### WHAT THE TASK ASKS
Could the entries below be retyped exactly and in full?

### PROVIDED INFORMATION

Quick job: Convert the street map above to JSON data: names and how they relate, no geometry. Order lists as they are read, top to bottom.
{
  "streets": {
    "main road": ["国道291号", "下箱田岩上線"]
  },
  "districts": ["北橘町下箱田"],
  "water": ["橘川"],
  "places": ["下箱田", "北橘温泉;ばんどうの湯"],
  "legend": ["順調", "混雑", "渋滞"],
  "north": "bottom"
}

### PROBLEM SOLUTION
Quick job: Convert the street map above to JSON data: names and how they relate, no geometry. Order lists as they are read, top to bottom.
{
  "streets": {
    "main road": ["国道291号", "下箱田岩上線"]
  },
  "districts": ["北橘町下箱田"],
  "water": ["橘川"],
  "places": ["下箱田", "北橘温泉;ばんどうの湯"],
  "legend": ["順調", "混雑", "渋滞"],
  "north": "bottom"
}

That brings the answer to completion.